Mr. Campbell, for the negative, ran true to type. So much so that an interjection was heard: "My God, it is the bloody Minx." He complained that there is a lack of records (a statement which was later refuted by Mr. Risked and that no analysis of benefits had been made. He complained that the W.E.A. had failed to train the people for citizenship, and to encourage interest in the major problems of today. He attributed the indifferent support of the movement to the type of course which is offered and [unclear: gt] failure to solicit students.

Mr. Watson first pricked some of the bubbles which Mr. Campbell had blown, then gave a summary of the benefits gained by W.E.A. members, more especially in country districts. He described the Summer School and also the effect on rural communities, painting a rosy picture of farmers discussing fine arts instead of butterfat prices and of local yokels sitting in ditches considering Problems of the Pacific rather than "the bitch next door."

Miss Joan Taylor, seconding Mr. Campbell, produced figures which show how small the W.E.A. membership is and how class attendances drop off considerably as the course proceeds. She pointed out that it fails to gain monetary support from the public and from public bodies like the Wellington City Council.

Mr. Barrington began by deprecating the hysteria which is so prevalent today. He considers that the creation of a good citizen is the creation of that kind of mental outlook which is opposed to cant and hysteria but which is founded on a critical mind, and an even temper of mind and spirit, based on knowledge and discussion. He claims that the W.E.A. is doing this. He gave figures to show how wide a variety of people attend W.E.A. classes, how democratic is the spirit of the National Council and he compared the role of the Association in the community to the leaven of [unclear: brean] and the salt of the earth.

Mr. Williams claimed that the W.E.A. has small support because it appeals only to a few people. He had shown a prospectus to a friend he described as a worker, whose only comment was "Are you kiddin'." He complained that the W.E.A. is merely retailing university learning at a discount. where it should go out to meet the workers, should use newspapers, radio and cinema and generally sell its product by making it attractive.

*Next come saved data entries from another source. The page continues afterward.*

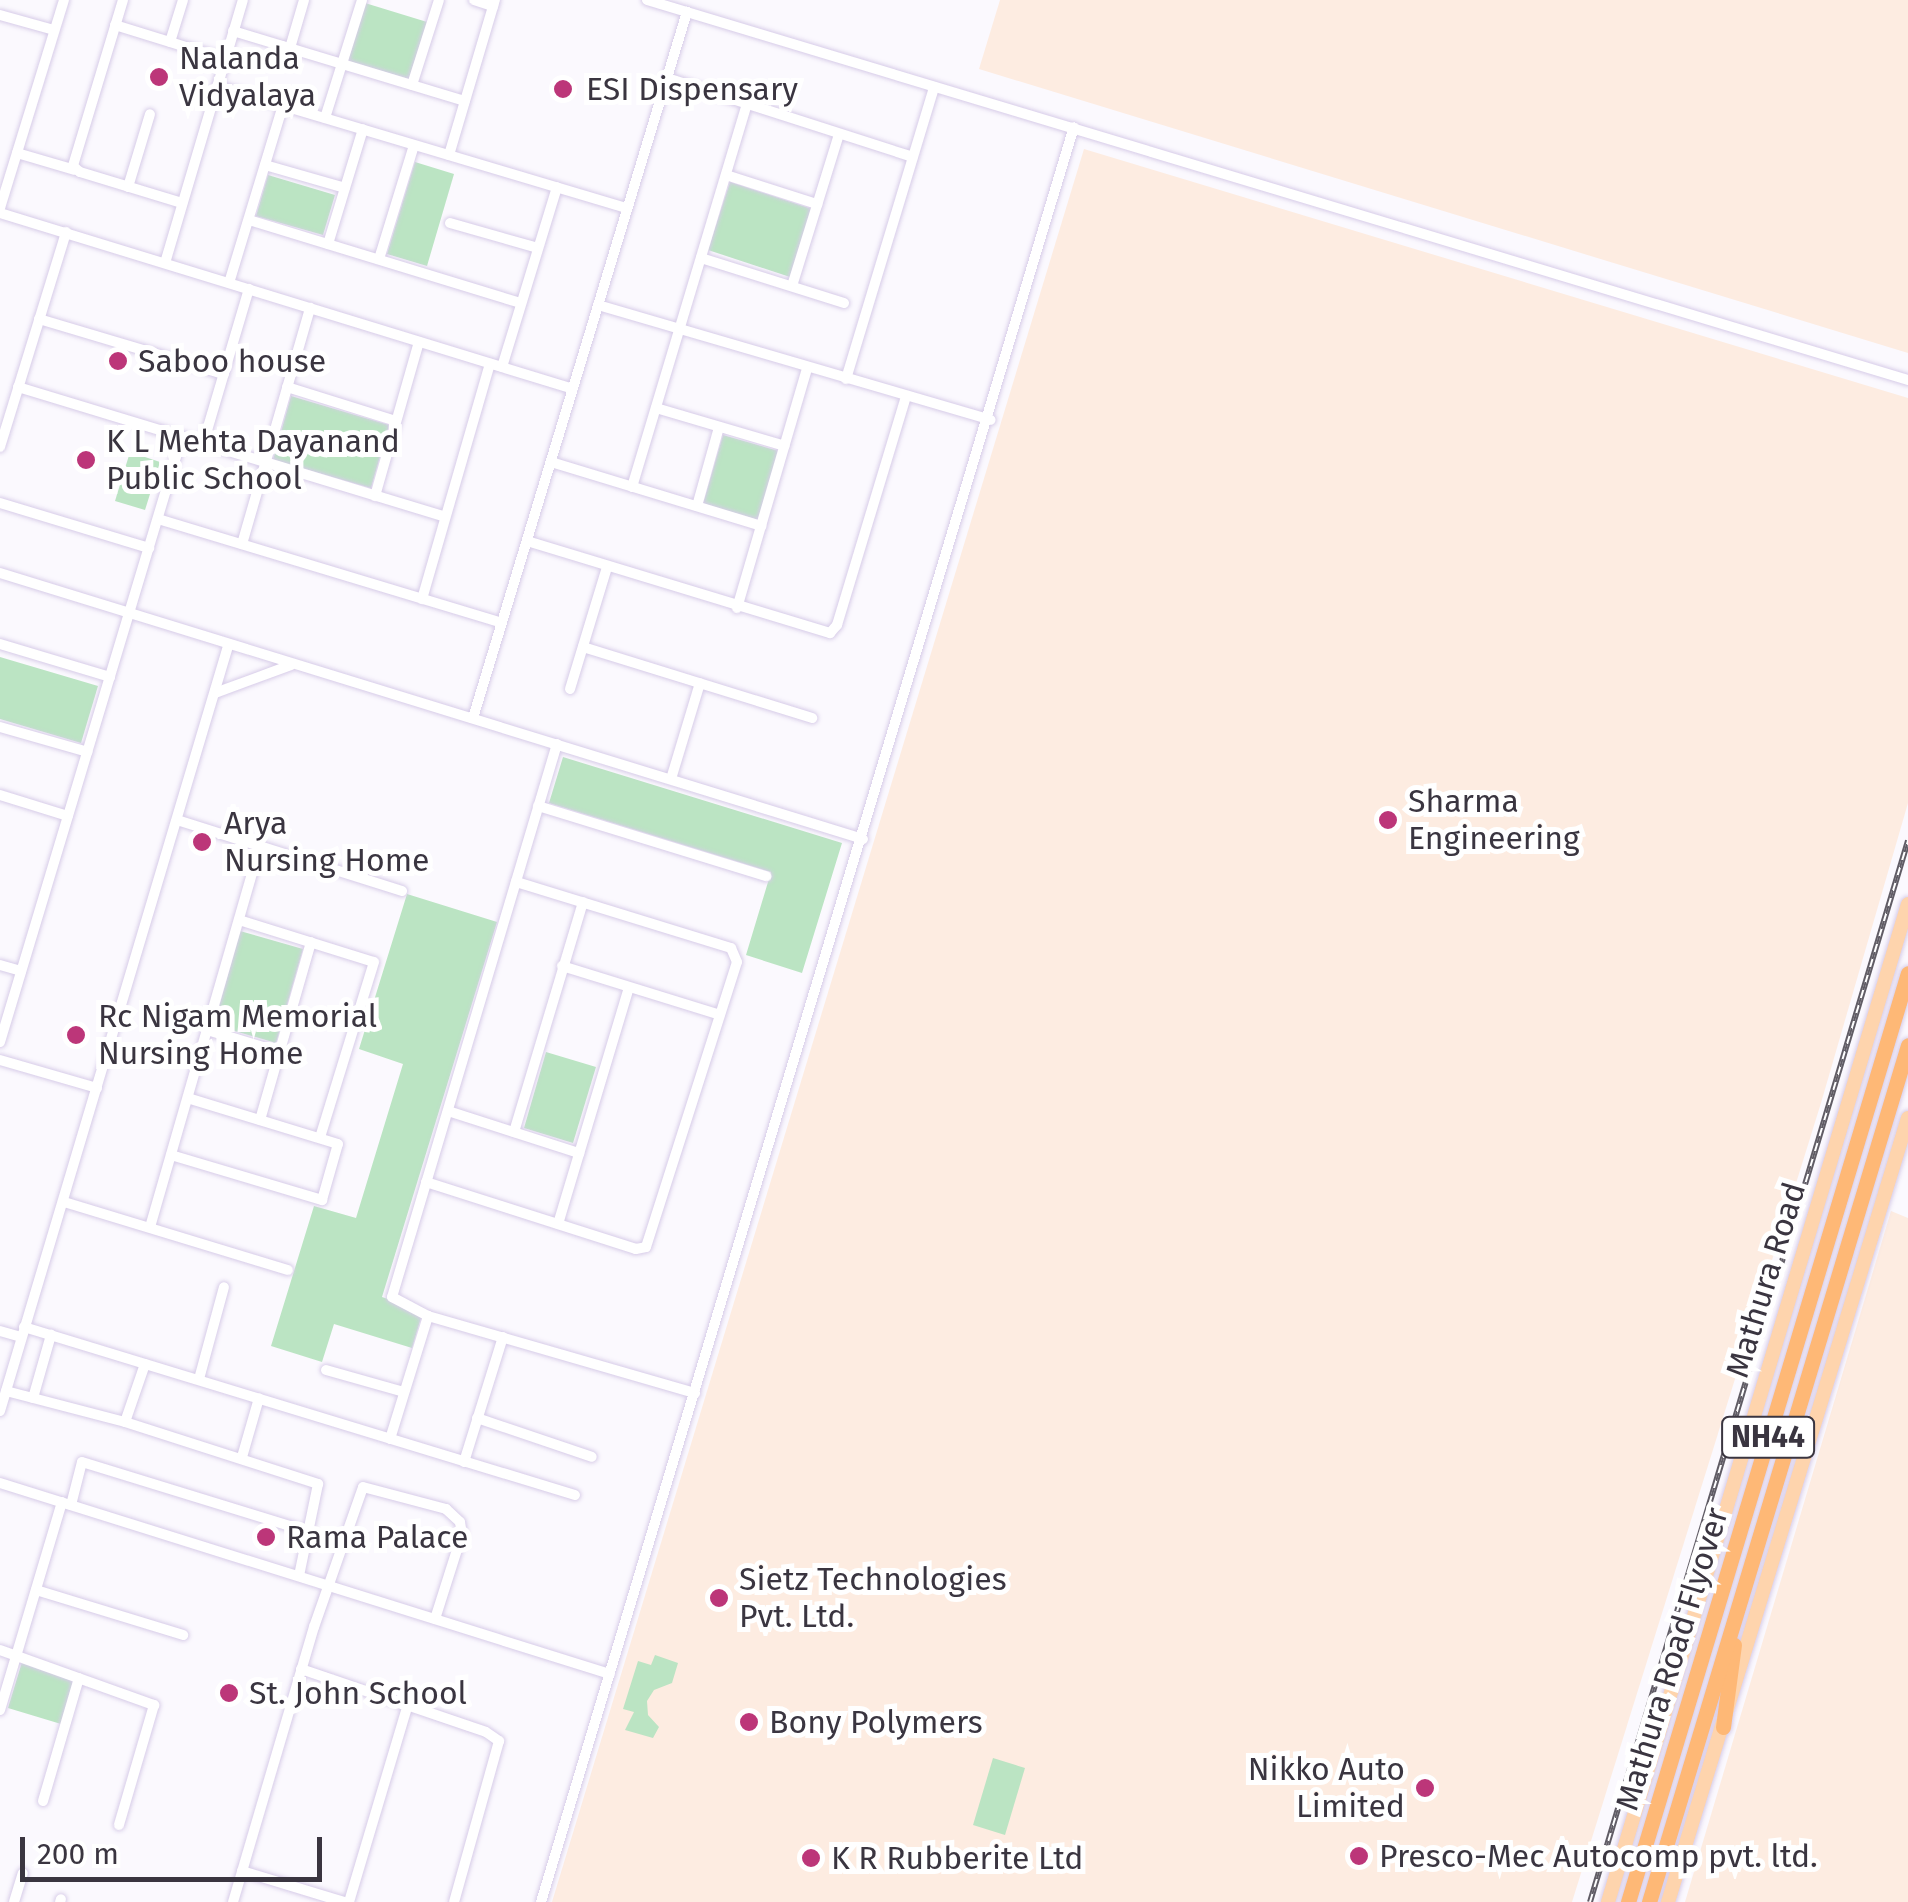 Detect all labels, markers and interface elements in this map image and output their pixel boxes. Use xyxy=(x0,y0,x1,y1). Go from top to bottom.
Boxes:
place label: Nalanda Vidyalaya xyxy=(179,40,316,115)
marker: Nalanda Vidyalaya xyxy=(148,66,170,88)
place label: ESI Dispensary xyxy=(586,70,798,108)
marker: ESI Dispensary xyxy=(550,76,576,102)
place label: Saboo house xyxy=(138,342,326,380)
marker: Saboo house xyxy=(107,350,129,372)
place label: K L Mehta Dayanand Public School xyxy=(106,423,400,498)
marker: K L Mehta Dayanand Public School xyxy=(75,449,97,471)
place label: Sharma Engineering xyxy=(1408,783,1580,858)
place label: Arya Nursing Home xyxy=(224,805,430,880)
marker: Sharma Engineering xyxy=(1377,809,1399,831)
marker: Arya Nursing Home xyxy=(189,829,215,855)
place label: Rc Nigam Memorial Nursing Home xyxy=(98,998,377,1073)
marker: Rc Nigam Memorial Nursing Home xyxy=(63,1022,89,1048)
street label: Mathura Road xyxy=(1718,1178,1814,1382)
road number: NH44 xyxy=(1720,1412,1816,1462)
street label: Mathura Road Flyover xyxy=(1608,1503,1736,1815)
place label: Rama Palace xyxy=(286,1518,468,1556)
marker: Rama Palace xyxy=(255,1526,277,1548)
place label: Sietz Technologies Pvt. Ltd. xyxy=(739,1561,1007,1636)
marker: Sietz Technologies Pvt. Ltd. xyxy=(708,1587,730,1609)
place label: St. John School xyxy=(249,1674,467,1712)
marker: St. John School xyxy=(218,1682,240,1704)
place label: Bony Polymers xyxy=(769,1703,983,1741)
marker: Bony Polymers xyxy=(738,1711,760,1733)
place label: Nikko Auto Limited xyxy=(1248,1751,1405,1826)
marker: Nikko Auto Limited xyxy=(1414,1777,1436,1799)
scale bar xyxy=(25,1817,328,1879)
text: 200 m xyxy=(37,1836,119,1872)
place label: Presco-Mec Autocomp pvt. ltd. xyxy=(1379,1837,1818,1875)
place label: K R Rubberite Ltd xyxy=(831,1839,1083,1877)
marker: Presco-Mec Autocomp pvt. ltd. xyxy=(1348,1845,1370,1867)
marker: K R Rubberite Ltd xyxy=(800,1847,822,1869) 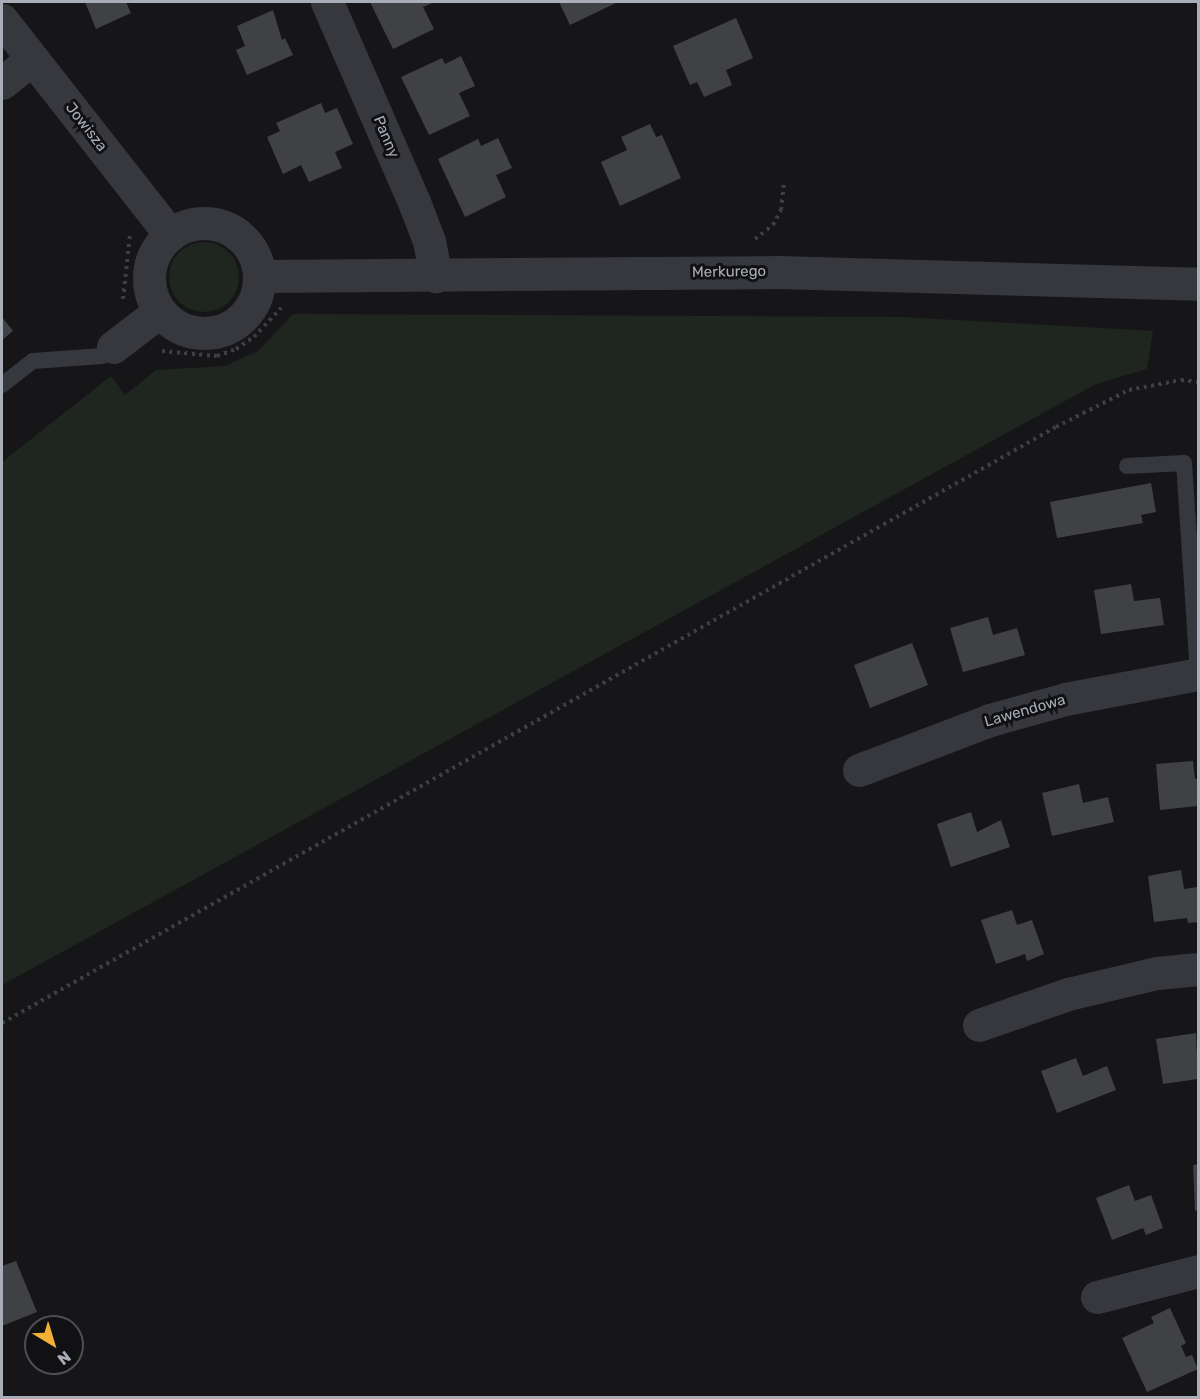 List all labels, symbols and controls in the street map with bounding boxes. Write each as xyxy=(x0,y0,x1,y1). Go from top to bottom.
street label: Jowisza xyxy=(61,99,111,155)
street label: Panny xyxy=(369,113,403,161)
street label: Merkurego xyxy=(692,262,766,282)
street label: Lawendowa xyxy=(982,691,1068,731)
north arrow xyxy=(24,1315,84,1375)
text: N xyxy=(54,1347,75,1369)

Mr. Campbell had little to say in his summing up, but made references to "passing the baby" and "we are the hounds, you dirty dogs," allusions which seemed rather beside the point. He warned the affirmative of the danger of words and went as far as to recommend them to attend one of their own courses on this very subject.

Mr. Riske, summing up for the W.E.A., made several statements which would not have gone unchallenged had he not been the last speaker. However, he made good points in expressing the undesirability of "mobilising mentality" and quoted rumour as appreciating the opposition of the W.C.C., a fact which was considered to reflect credit on the Association.

Mr. Farquhar, who acted as judge, gave a few points of advice to the speakers. He gave the decision to the W.E.A., praising Mr. Riske for his general exposition, Mr. Watson as being genuine, and Mr. Barrington for his explicitness. He summed up the Varsity team by quoting "me thinks they do protest too much." He criticised Mr. Campbell for his extravagance and Mr. Williams for his "flights of rhetoric." Miss Taylor, he said, criticised the body, not its functions. He placed the first three speakers: Mr. Riske, Mr. Barrington, Mr Campbell.

Flowery compliments were then exchanged between the leaders of the two sides, and the subject was thrown open to speakers from the floor.